━━ Data extract ━━

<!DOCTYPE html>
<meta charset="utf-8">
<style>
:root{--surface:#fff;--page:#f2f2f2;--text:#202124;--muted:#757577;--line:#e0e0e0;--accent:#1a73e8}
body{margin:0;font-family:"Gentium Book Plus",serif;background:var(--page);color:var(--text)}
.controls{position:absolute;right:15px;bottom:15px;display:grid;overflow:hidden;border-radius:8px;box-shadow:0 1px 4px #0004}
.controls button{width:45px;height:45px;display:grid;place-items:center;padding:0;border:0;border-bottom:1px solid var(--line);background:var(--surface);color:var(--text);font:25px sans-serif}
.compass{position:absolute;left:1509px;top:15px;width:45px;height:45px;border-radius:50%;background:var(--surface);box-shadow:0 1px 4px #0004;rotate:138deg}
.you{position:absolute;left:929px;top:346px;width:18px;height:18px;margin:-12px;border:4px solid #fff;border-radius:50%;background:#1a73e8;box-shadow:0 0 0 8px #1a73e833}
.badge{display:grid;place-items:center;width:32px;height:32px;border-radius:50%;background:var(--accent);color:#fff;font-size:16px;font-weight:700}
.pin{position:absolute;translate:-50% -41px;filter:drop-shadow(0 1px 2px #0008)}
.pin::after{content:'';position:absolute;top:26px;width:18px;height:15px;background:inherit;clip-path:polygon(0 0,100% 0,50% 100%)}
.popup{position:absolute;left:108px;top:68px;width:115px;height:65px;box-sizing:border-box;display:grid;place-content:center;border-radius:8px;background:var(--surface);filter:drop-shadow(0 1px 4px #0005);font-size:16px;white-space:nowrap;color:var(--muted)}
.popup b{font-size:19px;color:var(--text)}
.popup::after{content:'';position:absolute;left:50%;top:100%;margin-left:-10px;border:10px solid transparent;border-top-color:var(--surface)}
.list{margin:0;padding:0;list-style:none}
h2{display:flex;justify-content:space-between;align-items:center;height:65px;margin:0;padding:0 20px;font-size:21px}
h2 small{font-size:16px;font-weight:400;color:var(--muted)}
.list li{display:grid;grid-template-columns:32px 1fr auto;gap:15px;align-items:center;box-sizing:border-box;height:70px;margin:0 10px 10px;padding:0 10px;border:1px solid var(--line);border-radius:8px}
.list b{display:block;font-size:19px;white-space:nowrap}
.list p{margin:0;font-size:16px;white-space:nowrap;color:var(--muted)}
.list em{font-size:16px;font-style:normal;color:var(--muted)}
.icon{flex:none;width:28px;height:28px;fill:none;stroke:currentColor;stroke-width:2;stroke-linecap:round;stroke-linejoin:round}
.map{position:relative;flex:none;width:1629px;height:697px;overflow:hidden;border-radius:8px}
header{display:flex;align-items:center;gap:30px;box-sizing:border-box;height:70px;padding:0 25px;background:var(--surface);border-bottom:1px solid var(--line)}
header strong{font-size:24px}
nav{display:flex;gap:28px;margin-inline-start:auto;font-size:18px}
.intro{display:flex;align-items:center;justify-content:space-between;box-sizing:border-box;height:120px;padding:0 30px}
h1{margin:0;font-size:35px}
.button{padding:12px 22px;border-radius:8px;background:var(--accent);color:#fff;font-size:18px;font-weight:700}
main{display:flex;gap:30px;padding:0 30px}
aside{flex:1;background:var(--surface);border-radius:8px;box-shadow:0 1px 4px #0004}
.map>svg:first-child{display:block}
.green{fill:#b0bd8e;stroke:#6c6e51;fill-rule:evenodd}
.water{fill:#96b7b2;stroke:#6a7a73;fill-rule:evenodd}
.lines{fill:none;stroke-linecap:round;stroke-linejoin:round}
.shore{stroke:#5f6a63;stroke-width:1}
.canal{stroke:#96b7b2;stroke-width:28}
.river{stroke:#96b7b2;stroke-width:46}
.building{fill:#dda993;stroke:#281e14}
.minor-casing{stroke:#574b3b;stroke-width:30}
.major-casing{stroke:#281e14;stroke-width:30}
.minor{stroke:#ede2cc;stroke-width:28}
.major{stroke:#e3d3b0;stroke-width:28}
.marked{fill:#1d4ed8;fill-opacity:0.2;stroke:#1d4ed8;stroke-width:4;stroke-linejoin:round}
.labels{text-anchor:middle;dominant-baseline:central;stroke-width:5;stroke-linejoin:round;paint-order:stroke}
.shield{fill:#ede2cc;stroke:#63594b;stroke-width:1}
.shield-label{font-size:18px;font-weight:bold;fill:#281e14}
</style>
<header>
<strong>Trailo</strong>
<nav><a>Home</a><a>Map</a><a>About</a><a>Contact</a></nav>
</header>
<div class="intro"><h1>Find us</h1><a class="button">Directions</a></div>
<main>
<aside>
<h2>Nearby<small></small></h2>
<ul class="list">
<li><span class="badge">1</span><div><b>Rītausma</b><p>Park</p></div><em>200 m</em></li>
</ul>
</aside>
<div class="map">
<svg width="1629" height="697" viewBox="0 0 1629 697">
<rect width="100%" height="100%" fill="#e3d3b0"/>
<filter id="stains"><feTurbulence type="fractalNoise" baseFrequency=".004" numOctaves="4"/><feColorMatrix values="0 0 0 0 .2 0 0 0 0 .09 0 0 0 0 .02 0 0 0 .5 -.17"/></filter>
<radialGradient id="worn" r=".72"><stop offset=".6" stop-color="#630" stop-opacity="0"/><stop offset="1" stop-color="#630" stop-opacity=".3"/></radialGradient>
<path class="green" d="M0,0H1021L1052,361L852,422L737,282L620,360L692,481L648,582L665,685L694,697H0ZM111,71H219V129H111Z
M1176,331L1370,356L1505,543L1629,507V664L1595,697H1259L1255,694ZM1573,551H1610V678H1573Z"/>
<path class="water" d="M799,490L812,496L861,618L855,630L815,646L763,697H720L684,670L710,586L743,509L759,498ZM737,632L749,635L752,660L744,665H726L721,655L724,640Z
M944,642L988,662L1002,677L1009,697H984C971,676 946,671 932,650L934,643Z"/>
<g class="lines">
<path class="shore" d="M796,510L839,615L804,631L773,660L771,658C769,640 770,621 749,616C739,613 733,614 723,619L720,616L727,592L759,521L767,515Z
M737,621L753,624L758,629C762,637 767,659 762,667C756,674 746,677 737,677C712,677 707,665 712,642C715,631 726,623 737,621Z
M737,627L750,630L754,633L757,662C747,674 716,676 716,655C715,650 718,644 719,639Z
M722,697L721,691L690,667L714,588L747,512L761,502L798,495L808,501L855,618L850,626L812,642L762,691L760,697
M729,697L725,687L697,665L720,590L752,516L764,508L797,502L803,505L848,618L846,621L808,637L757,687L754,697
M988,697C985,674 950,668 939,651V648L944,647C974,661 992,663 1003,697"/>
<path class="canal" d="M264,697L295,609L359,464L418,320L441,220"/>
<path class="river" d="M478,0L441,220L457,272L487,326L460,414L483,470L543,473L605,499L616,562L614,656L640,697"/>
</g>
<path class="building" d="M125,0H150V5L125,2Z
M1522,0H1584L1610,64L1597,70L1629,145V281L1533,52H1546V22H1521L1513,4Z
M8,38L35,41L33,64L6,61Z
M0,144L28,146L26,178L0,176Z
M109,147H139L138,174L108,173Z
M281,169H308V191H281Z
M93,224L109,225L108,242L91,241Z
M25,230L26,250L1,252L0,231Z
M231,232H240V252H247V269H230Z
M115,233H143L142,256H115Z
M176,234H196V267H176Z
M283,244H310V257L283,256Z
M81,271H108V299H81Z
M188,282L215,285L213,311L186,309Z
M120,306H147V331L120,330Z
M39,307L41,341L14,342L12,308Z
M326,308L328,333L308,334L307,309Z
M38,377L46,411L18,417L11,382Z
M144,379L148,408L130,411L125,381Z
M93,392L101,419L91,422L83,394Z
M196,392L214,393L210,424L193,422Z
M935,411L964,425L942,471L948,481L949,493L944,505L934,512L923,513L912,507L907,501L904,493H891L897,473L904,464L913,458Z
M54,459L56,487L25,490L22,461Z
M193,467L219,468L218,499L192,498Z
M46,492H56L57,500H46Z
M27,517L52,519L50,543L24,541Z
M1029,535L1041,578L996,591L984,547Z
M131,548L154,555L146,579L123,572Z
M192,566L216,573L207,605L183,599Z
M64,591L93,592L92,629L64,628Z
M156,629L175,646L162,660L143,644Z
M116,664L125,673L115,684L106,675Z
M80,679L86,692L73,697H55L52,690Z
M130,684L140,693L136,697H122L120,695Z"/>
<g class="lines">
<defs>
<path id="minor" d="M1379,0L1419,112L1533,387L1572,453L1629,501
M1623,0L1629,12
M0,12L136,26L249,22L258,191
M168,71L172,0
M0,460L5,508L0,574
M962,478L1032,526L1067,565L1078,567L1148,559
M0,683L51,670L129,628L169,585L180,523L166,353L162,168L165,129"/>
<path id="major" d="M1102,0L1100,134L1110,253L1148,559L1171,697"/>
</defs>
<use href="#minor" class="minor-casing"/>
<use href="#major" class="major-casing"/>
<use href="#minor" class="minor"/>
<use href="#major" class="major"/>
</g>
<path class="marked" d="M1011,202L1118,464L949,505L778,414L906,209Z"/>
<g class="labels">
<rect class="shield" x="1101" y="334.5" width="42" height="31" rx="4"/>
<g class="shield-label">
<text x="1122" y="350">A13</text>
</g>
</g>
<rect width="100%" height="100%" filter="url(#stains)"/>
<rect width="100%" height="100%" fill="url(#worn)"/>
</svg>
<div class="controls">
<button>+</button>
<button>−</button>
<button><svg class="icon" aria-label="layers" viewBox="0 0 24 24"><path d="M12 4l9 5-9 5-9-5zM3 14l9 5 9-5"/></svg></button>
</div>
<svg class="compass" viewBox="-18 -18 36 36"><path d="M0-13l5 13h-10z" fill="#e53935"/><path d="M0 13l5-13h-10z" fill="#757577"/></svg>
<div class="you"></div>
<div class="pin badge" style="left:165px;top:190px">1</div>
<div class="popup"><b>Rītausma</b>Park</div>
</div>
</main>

━━━

**Exercise goal**.
Each line that holds the string "compass" is to be copied from the entries above.

**Answer space**.
.compass{position:absolute;left:1509px;top:15px;width:45px;height:45px;border-radius:50%;background:var(--surface);box-shadow:0 1px 4px #0004;rotate:138deg}
<svg class="compass" viewBox="-18 -18 36 36"><path d="M0-13l5 13h-10z" fill="#e53935"/><path d="M0 13l5-13h-10z" fill="#757577"/></svg>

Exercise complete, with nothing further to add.